In 1992, Public Enemy (after the album Apocalypse '91: The enemy strikes Black) released Greatest Misses, an album containing mostly remixes of old songs. Even dedicated fans thought that their amazing rap career had come to an end. Fortunately, the release of Muse Sick-n-hour Mess Age" (music and our message) proves that PE is far from over.

The album peeks into the future, to 1999 as the masses of people continue to submit themselves to the programming of white supremacy under the leadership of ex-Klan member David Duke. It has as much revolutionary conviction as any of their earlier material, with 21 hard-hitting tracks.

This album is a 72-minute testimony of angry poetry and black rebellion. The usual style of various samples and hurling beats have been incorporated with new dialogue, powerful lyrics and occasional thrashy drums, as in the dooming track "Hitler Day".

Chuck D adopts an internationalist attitude towards racial oppression and crushes tokenism in the song "White Heaven/Black Hell". Without stooping to reverse racism, the song invalidates claims that there is no longer a need for black self-determination and emancipation. It emphasises that although some progress has been made in throwing off the second class citizenship status of African Americans and black peoples worldwide, capital and control are still monopolised by whites, predominantly white males.

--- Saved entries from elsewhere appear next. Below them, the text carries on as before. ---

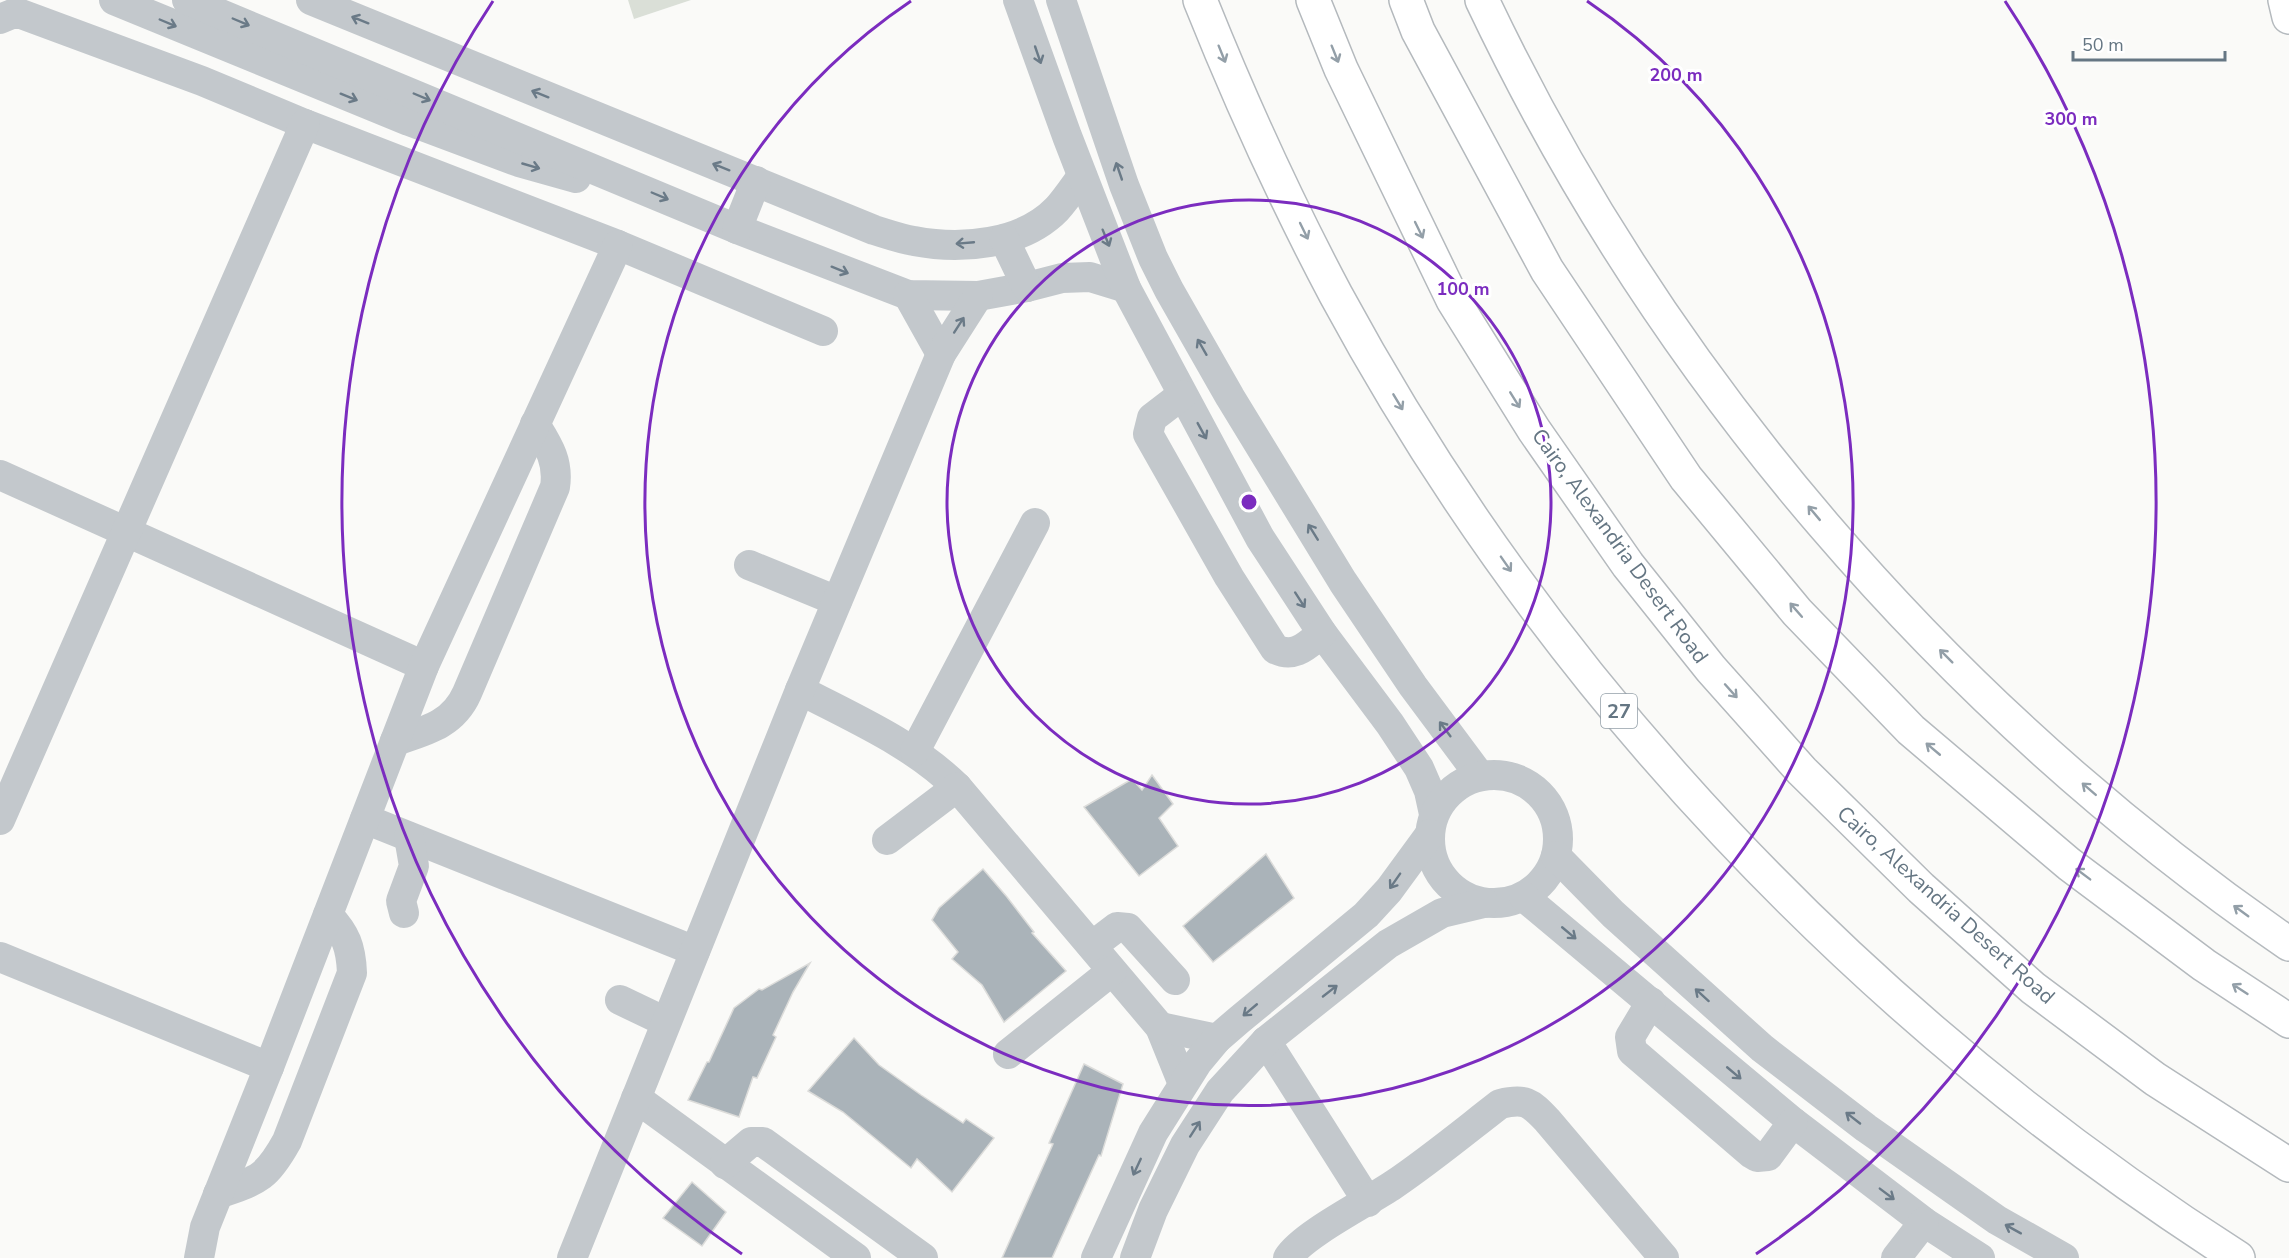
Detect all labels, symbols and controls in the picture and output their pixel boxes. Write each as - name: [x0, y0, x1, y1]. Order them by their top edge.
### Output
- one-way arrow: [351, 14, 370, 25]
- one-way arrow: [232, 17, 250, 28]
- one-way arrow: [159, 18, 177, 29]
- scale bar: [2073, 24, 2224, 62]
- text: 50 m: [2082, 33, 2124, 57]
- one-way arrow: [1033, 45, 1044, 64]
- one-way arrow: [1217, 45, 1228, 63]
- one-way arrow: [1330, 45, 1341, 63]
- text: 200 m: [1649, 63, 1703, 87]
- one-way arrow: [532, 87, 550, 98]
- one-way arrow: [339, 92, 357, 103]
- one-way arrow: [412, 92, 430, 103]
- text: 300 m: [2044, 107, 2098, 131]
- one-way arrow: [521, 161, 540, 172]
- one-way arrow: [712, 161, 731, 172]
- one-way arrow: [1113, 162, 1124, 181]
- one-way arrow: [650, 191, 668, 202]
- one-way arrow: [1299, 221, 1311, 239]
- one-way arrow: [1414, 221, 1425, 239]
- one-way arrow: [1102, 228, 1113, 246]
- one-way arrow: [955, 238, 975, 249]
- one-way arrow: [830, 265, 849, 276]
- text: 100 m: [1436, 277, 1490, 301]
- one-way arrow: [953, 317, 965, 333]
- one-way arrow: [1195, 339, 1207, 356]
- one-way arrow: [1509, 391, 1521, 408]
- one-way arrow: [1393, 393, 1405, 410]
- one-way arrow: [1196, 422, 1208, 439]
- street label: Cairo, Alexandria Desert Road: [1525, 423, 1715, 669]
- centre of rings: [1239, 492, 1259, 512]
- one-way arrow: [1807, 506, 1821, 521]
- one-way arrow: [1307, 524, 1319, 541]
- one-way arrow: [1499, 556, 1512, 572]
- one-way arrow: [1294, 591, 1306, 607]
- one-way arrow: [1789, 603, 1803, 618]
- one-way arrow: [1939, 649, 1954, 664]
- one-way arrow: [1724, 683, 1738, 698]
- road number: 27: [1601, 694, 1637, 728]
- one-way arrow: [1439, 721, 1452, 737]
- one-way arrow: [1926, 742, 1941, 756]
- one-way arrow: [2082, 782, 2097, 796]
- street label: Cairo, Alexandria Desert Road: [1831, 800, 2061, 1010]
- one-way arrow: [2075, 868, 2091, 880]
- one-way arrow: [1389, 872, 1401, 889]
- one-way arrow: [2234, 905, 2250, 917]
- one-way arrow: [1561, 926, 1576, 940]
- one-way arrow: [2232, 983, 2249, 995]
- one-way arrow: [1322, 984, 1338, 997]
- one-way arrow: [1695, 988, 1710, 1002]
- one-way arrow: [1242, 1004, 1258, 1017]
- one-way arrow: [1726, 1066, 1741, 1080]
- one-way arrow: [1846, 1112, 1862, 1125]
- one-way arrow: [1189, 1121, 1202, 1138]
- one-way arrow: [1131, 1157, 1143, 1175]
- one-way arrow: [1879, 1187, 1895, 1200]
- one-way arrow: [2005, 1223, 2023, 1234]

"I ain't mad at all" is an attack on excessive materialism and consumerism while "Thin line between law and rape" examines the rape and pillage mentality/tradition bestowed upon the indigenous Americans.

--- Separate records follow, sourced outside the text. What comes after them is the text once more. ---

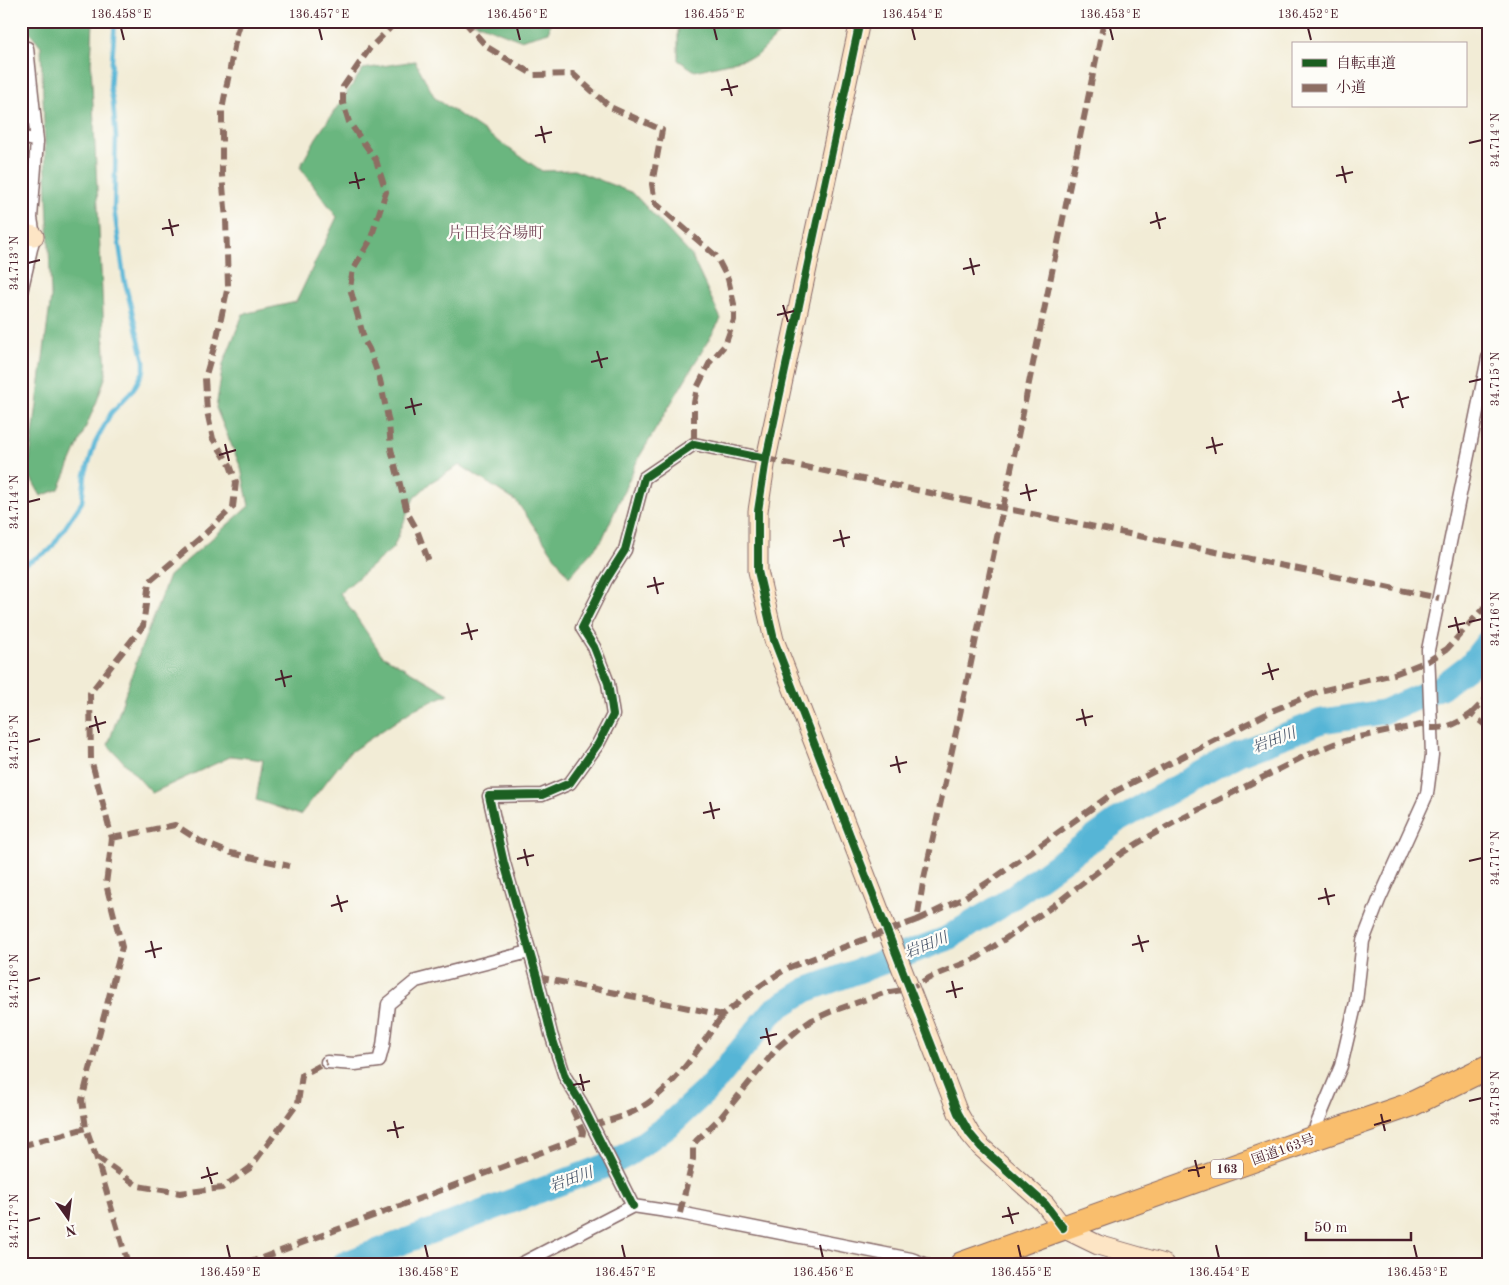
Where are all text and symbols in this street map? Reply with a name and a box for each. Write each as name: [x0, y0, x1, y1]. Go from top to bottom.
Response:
text: 136.458°E: [91, 8, 151, 21]
text: 136.457°E: [289, 8, 349, 21]
text: 136.456°E: [487, 8, 547, 21]
text: 136.455°E: [684, 8, 744, 21]
text: 136.454°E: [882, 8, 942, 21]
text: 136.453°E: [1080, 8, 1140, 21]
text: 136.452°E: [1278, 8, 1338, 21]
legend: [1292, 42, 1466, 108]
text: 自転車道: [1336, 55, 1396, 72]
text: 小道: [1336, 79, 1366, 96]
text: 34.714°N: [1490, 113, 1502, 167]
district label: 片田長谷場町: [448, 224, 544, 242]
text: 34.713°N: [9, 236, 21, 290]
text: 34.715°N: [1489, 352, 1502, 406]
text: 34.714°N: [9, 475, 21, 529]
text: 34.716°N: [1490, 592, 1502, 646]
text: 34.715°N: [8, 715, 21, 769]
water label: 岩田川: [1250, 724, 1300, 756]
text: 34.717°N: [1490, 831, 1502, 885]
water label: 岩田川: [902, 928, 952, 962]
text: 34.716°N: [9, 954, 21, 1008]
text: 34.718°N: [1490, 1071, 1502, 1125]
street label: 国道163号: [1249, 1131, 1317, 1168]
road number: 163: [1211, 1160, 1243, 1178]
water label: 岩田川: [547, 1163, 597, 1195]
north arrow: [42, 1192, 92, 1242]
text: 34.717°N: [9, 1194, 21, 1248]
scale bar: [1306, 1210, 1412, 1242]
text: 50 m: [1314, 1221, 1348, 1236]
text: N: [64, 1222, 78, 1238]
text: 136.459°E: [200, 1266, 260, 1279]
text: 136.458°E: [398, 1266, 458, 1279]
text: 136.457°E: [595, 1266, 655, 1279]
text: 136.456°E: [793, 1266, 853, 1279]
text: 136.455°E: [991, 1266, 1051, 1279]
text: 136.454°E: [1189, 1266, 1249, 1279]
text: 136.453°E: [1387, 1266, 1447, 1279]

"Bedlam 13:13" addresses the environmental issues which — despite the evident urgency — remain politically unaddressed.

Not many issues escape PE, and fratricide (black on black crime) is a high priority on their agenda. It is made clear that the system manoeuvres the under-class and less politically powerful groups into subordination to their oppressors. Black on Black crime is an example of divide and conquer.

"Race against time", one of the best sounding tracks of the album, discusses how black people are disproportionately affected by all the evils of modern society.

"Ain't Nuttin Buttersong" hits down on the USA's racist traditions. Public Enemy's description of the US flag is: "The red is for our bloodshed/ The blue is for those sad-ass songs we be singin' in church — the blues, while the white man's heaven is the black man's hell/ The stars is what we saw when our ass got beat/ The stripes are for the whip marks in our back/ The white is for the obvious ... There ain no black in that flag ..."

Although every song on this album has something to offer, both musically and lyrically, "Hitler Day" draws attention to US hypocrisy with biting irony. Chuck D explains: "Why are we as a people forced to celebrate days like Columbus Day, when it kicked off 500 years of genocide? That's as crazy as celebrating Hitler Day."

If you haven't heard Public Enemy's material before, this is a good album to start on. It may well be the best rap release this year. It's challenging, confrontational, very artistic and smooth to listen to. It was certainly worth the wait!